# Task to complete
Would you give the records below again, exactly and completely?
[Extracted entries — start]
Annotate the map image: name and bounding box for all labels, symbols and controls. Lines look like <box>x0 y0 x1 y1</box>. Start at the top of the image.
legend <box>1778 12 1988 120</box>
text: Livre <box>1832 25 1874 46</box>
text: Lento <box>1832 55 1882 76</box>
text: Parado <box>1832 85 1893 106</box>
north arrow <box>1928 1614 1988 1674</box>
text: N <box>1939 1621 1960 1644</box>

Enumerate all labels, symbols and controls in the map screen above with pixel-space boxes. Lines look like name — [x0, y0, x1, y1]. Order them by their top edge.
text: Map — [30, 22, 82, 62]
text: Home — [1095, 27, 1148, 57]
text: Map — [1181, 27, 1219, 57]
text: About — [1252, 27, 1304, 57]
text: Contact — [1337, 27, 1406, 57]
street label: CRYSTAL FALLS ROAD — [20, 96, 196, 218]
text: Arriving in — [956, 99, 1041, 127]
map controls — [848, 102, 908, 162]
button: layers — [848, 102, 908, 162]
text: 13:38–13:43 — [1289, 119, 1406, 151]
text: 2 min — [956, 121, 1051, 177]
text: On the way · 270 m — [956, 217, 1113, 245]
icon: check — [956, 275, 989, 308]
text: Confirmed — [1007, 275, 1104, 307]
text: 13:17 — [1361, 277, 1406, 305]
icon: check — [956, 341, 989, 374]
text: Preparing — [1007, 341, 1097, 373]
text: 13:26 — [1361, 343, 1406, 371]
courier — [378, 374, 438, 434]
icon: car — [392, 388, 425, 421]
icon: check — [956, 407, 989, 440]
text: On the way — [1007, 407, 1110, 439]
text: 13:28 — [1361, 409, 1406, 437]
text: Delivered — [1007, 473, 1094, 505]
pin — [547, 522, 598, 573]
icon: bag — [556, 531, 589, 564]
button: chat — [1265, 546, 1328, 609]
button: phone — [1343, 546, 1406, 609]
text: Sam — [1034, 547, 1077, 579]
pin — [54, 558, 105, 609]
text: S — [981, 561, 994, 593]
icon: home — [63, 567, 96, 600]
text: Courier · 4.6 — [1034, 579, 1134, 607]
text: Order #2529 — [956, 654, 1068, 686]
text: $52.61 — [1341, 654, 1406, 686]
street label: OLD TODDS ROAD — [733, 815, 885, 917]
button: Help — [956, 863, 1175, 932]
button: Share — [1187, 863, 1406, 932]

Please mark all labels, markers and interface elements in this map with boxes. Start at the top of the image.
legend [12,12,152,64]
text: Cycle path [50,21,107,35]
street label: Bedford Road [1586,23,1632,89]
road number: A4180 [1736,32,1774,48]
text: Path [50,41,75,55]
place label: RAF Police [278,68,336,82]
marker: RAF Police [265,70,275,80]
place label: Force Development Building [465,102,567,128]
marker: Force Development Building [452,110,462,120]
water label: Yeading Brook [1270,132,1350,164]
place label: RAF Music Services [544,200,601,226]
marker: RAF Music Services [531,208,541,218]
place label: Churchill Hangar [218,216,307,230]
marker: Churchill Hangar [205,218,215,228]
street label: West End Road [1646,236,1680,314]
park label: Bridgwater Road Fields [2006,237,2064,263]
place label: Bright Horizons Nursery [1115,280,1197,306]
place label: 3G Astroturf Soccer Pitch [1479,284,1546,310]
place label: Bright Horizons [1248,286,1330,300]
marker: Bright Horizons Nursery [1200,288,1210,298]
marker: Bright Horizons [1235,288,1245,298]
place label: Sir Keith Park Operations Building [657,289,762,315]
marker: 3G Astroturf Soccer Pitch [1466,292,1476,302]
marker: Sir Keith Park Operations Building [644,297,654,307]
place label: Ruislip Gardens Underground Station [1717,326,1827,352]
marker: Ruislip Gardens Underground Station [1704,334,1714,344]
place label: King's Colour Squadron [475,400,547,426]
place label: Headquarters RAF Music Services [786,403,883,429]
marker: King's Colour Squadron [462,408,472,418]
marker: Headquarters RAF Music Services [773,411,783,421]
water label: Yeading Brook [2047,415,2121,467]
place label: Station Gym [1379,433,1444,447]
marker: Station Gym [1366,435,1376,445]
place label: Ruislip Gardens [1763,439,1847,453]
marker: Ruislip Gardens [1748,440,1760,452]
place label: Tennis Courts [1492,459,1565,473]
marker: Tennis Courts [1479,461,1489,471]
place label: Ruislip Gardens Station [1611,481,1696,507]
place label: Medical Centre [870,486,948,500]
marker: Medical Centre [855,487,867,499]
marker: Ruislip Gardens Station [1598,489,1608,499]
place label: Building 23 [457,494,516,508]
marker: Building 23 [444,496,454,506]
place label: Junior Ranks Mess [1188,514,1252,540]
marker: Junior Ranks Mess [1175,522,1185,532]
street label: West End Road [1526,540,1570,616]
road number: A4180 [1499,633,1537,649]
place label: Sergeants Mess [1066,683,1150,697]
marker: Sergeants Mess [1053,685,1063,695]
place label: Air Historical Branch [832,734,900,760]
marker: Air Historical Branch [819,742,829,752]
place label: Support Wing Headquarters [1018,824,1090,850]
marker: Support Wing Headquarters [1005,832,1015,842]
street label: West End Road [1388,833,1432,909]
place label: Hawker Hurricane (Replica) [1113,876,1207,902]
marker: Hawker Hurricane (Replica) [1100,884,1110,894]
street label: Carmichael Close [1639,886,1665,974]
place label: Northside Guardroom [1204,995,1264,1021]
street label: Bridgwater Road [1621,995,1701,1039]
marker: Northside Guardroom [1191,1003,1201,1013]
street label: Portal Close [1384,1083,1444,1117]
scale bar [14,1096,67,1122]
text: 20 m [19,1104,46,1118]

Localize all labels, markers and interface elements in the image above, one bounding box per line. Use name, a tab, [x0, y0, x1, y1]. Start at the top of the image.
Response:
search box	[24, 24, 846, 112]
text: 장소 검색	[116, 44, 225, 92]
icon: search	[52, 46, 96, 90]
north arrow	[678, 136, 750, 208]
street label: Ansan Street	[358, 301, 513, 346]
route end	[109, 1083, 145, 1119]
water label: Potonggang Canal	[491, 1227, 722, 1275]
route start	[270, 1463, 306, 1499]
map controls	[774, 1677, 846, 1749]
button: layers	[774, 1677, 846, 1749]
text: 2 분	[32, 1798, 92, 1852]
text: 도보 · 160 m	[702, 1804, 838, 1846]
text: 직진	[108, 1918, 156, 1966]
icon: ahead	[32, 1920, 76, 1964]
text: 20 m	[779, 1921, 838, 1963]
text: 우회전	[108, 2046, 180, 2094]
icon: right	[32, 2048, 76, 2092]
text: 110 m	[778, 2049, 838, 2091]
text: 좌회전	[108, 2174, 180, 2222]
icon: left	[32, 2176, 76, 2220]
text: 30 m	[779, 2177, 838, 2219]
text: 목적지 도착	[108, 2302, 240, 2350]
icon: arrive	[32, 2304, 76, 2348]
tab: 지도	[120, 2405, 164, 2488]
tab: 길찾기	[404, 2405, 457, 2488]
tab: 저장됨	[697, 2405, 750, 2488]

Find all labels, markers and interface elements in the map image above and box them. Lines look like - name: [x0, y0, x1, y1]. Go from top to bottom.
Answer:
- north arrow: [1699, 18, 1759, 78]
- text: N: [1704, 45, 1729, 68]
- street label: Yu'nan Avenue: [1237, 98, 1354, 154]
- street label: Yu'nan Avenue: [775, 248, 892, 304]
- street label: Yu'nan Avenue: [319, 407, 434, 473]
[Extracted entries — finish]
# Solution for this problem
Annotate the map image: name and bounding box for all labels, symbols and controls. Lines look like <box>x0 y0 x1 y1</box>. Start at the top of the image.
legend <box>1778 12 1988 120</box>
text: Livre <box>1832 25 1874 46</box>
text: Lento <box>1832 55 1882 76</box>
text: Parado <box>1832 85 1893 106</box>
north arrow <box>1928 1614 1988 1674</box>
text: N <box>1939 1621 1960 1644</box>

Enumerate all labels, symbols and controls in the map screen above with pixel-space boxes. Lines look like name — [x0, y0, x1, y1]. Order them by their top edge.
text: Map — [30, 22, 82, 62]
text: Home — [1095, 27, 1148, 57]
text: Map — [1181, 27, 1219, 57]
text: About — [1252, 27, 1304, 57]
text: Contact — [1337, 27, 1406, 57]
street label: CRYSTAL FALLS ROAD — [20, 96, 196, 218]
text: Arriving in — [956, 99, 1041, 127]
map controls — [848, 102, 908, 162]
button: layers — [848, 102, 908, 162]
text: 13:38–13:43 — [1289, 119, 1406, 151]
text: 2 min — [956, 121, 1051, 177]
text: On the way · 270 m — [956, 217, 1113, 245]
icon: check — [956, 275, 989, 308]
text: Confirmed — [1007, 275, 1104, 307]
text: 13:17 — [1361, 277, 1406, 305]
icon: check — [956, 341, 989, 374]
text: Preparing — [1007, 341, 1097, 373]
text: 13:26 — [1361, 343, 1406, 371]
courier — [378, 374, 438, 434]
icon: car — [392, 388, 425, 421]
icon: check — [956, 407, 989, 440]
text: On the way — [1007, 407, 1110, 439]
text: 13:28 — [1361, 409, 1406, 437]
text: Delivered — [1007, 473, 1094, 505]
pin — [547, 522, 598, 573]
icon: bag — [556, 531, 589, 564]
button: chat — [1265, 546, 1328, 609]
button: phone — [1343, 546, 1406, 609]
text: Sam — [1034, 547, 1077, 579]
pin — [54, 558, 105, 609]
text: S — [981, 561, 994, 593]
icon: home — [63, 567, 96, 600]
text: Courier · 4.6 — [1034, 579, 1134, 607]
text: Order #2529 — [956, 654, 1068, 686]
text: $52.61 — [1341, 654, 1406, 686]
street label: OLD TODDS ROAD — [733, 815, 885, 917]
button: Help — [956, 863, 1175, 932]
button: Share — [1187, 863, 1406, 932]

Please mark all labels, markers and interface elements in this map with boxes. Start at the top of the image.
legend [12,12,152,64]
text: Cycle path [50,21,107,35]
street label: Bedford Road [1586,23,1632,89]
road number: A4180 [1736,32,1774,48]
text: Path [50,41,75,55]
place label: RAF Police [278,68,336,82]
marker: RAF Police [265,70,275,80]
place label: Force Development Building [465,102,567,128]
marker: Force Development Building [452,110,462,120]
water label: Yeading Brook [1270,132,1350,164]
place label: RAF Music Services [544,200,601,226]
marker: RAF Music Services [531,208,541,218]
place label: Churchill Hangar [218,216,307,230]
marker: Churchill Hangar [205,218,215,228]
street label: West End Road [1646,236,1680,314]
park label: Bridgwater Road Fields [2006,237,2064,263]
place label: Bright Horizons Nursery [1115,280,1197,306]
place label: 3G Astroturf Soccer Pitch [1479,284,1546,310]
place label: Bright Horizons [1248,286,1330,300]
marker: Bright Horizons Nursery [1200,288,1210,298]
marker: Bright Horizons [1235,288,1245,298]
place label: Sir Keith Park Operations Building [657,289,762,315]
marker: 3G Astroturf Soccer Pitch [1466,292,1476,302]
marker: Sir Keith Park Operations Building [644,297,654,307]
place label: Ruislip Gardens Underground Station [1717,326,1827,352]
marker: Ruislip Gardens Underground Station [1704,334,1714,344]
place label: King's Colour Squadron [475,400,547,426]
place label: Headquarters RAF Music Services [786,403,883,429]
marker: King's Colour Squadron [462,408,472,418]
marker: Headquarters RAF Music Services [773,411,783,421]
water label: Yeading Brook [2047,415,2121,467]
place label: Station Gym [1379,433,1444,447]
marker: Station Gym [1366,435,1376,445]
place label: Ruislip Gardens [1763,439,1847,453]
marker: Ruislip Gardens [1748,440,1760,452]
place label: Tennis Courts [1492,459,1565,473]
marker: Tennis Courts [1479,461,1489,471]
place label: Ruislip Gardens Station [1611,481,1696,507]
place label: Medical Centre [870,486,948,500]
marker: Medical Centre [855,487,867,499]
marker: Ruislip Gardens Station [1598,489,1608,499]
place label: Building 23 [457,494,516,508]
marker: Building 23 [444,496,454,506]
place label: Junior Ranks Mess [1188,514,1252,540]
marker: Junior Ranks Mess [1175,522,1185,532]
street label: West End Road [1526,540,1570,616]
road number: A4180 [1499,633,1537,649]
place label: Sergeants Mess [1066,683,1150,697]
marker: Sergeants Mess [1053,685,1063,695]
place label: Air Historical Branch [832,734,900,760]
marker: Air Historical Branch [819,742,829,752]
place label: Support Wing Headquarters [1018,824,1090,850]
marker: Support Wing Headquarters [1005,832,1015,842]
street label: West End Road [1388,833,1432,909]
place label: Hawker Hurricane (Replica) [1113,876,1207,902]
marker: Hawker Hurricane (Replica) [1100,884,1110,894]
street label: Carmichael Close [1639,886,1665,974]
place label: Northside Guardroom [1204,995,1264,1021]
street label: Bridgwater Road [1621,995,1701,1039]
marker: Northside Guardroom [1191,1003,1201,1013]
street label: Portal Close [1384,1083,1444,1117]
scale bar [14,1096,67,1122]
text: 20 m [19,1104,46,1118]

Localize all labels, markers and interface elements in the image above, one bounding box per line. Use name, a tab, [x0, y0, x1, y1]. Start at the top of the image.
Response:
search box	[24, 24, 846, 112]
text: 장소 검색	[116, 44, 225, 92]
icon: search	[52, 46, 96, 90]
north arrow	[678, 136, 750, 208]
street label: Ansan Street	[358, 301, 513, 346]
route end	[109, 1083, 145, 1119]
water label: Potonggang Canal	[491, 1227, 722, 1275]
route start	[270, 1463, 306, 1499]
map controls	[774, 1677, 846, 1749]
button: layers	[774, 1677, 846, 1749]
text: 2 분	[32, 1798, 92, 1852]
text: 도보 · 160 m	[702, 1804, 838, 1846]
text: 직진	[108, 1918, 156, 1966]
icon: ahead	[32, 1920, 76, 1964]
text: 20 m	[779, 1921, 838, 1963]
text: 우회전	[108, 2046, 180, 2094]
icon: right	[32, 2048, 76, 2092]
text: 110 m	[778, 2049, 838, 2091]
text: 좌회전	[108, 2174, 180, 2222]
icon: left	[32, 2176, 76, 2220]
text: 30 m	[779, 2177, 838, 2219]
text: 목적지 도착	[108, 2302, 240, 2350]
icon: arrive	[32, 2304, 76, 2348]
tab: 지도	[120, 2405, 164, 2488]
tab: 길찾기	[404, 2405, 457, 2488]
tab: 저장됨	[697, 2405, 750, 2488]

Find all labels, markers and interface elements in the map image above and box them. Lines look like - name: [x0, y0, x1, y1]. Go from top to bottom.
Answer:
- north arrow: [1699, 18, 1759, 78]
- text: N: [1704, 45, 1729, 68]
- street label: Yu'nan Avenue: [1237, 98, 1354, 154]
- street label: Yu'nan Avenue: [775, 248, 892, 304]
- street label: Yu'nan Avenue: [319, 407, 434, 473]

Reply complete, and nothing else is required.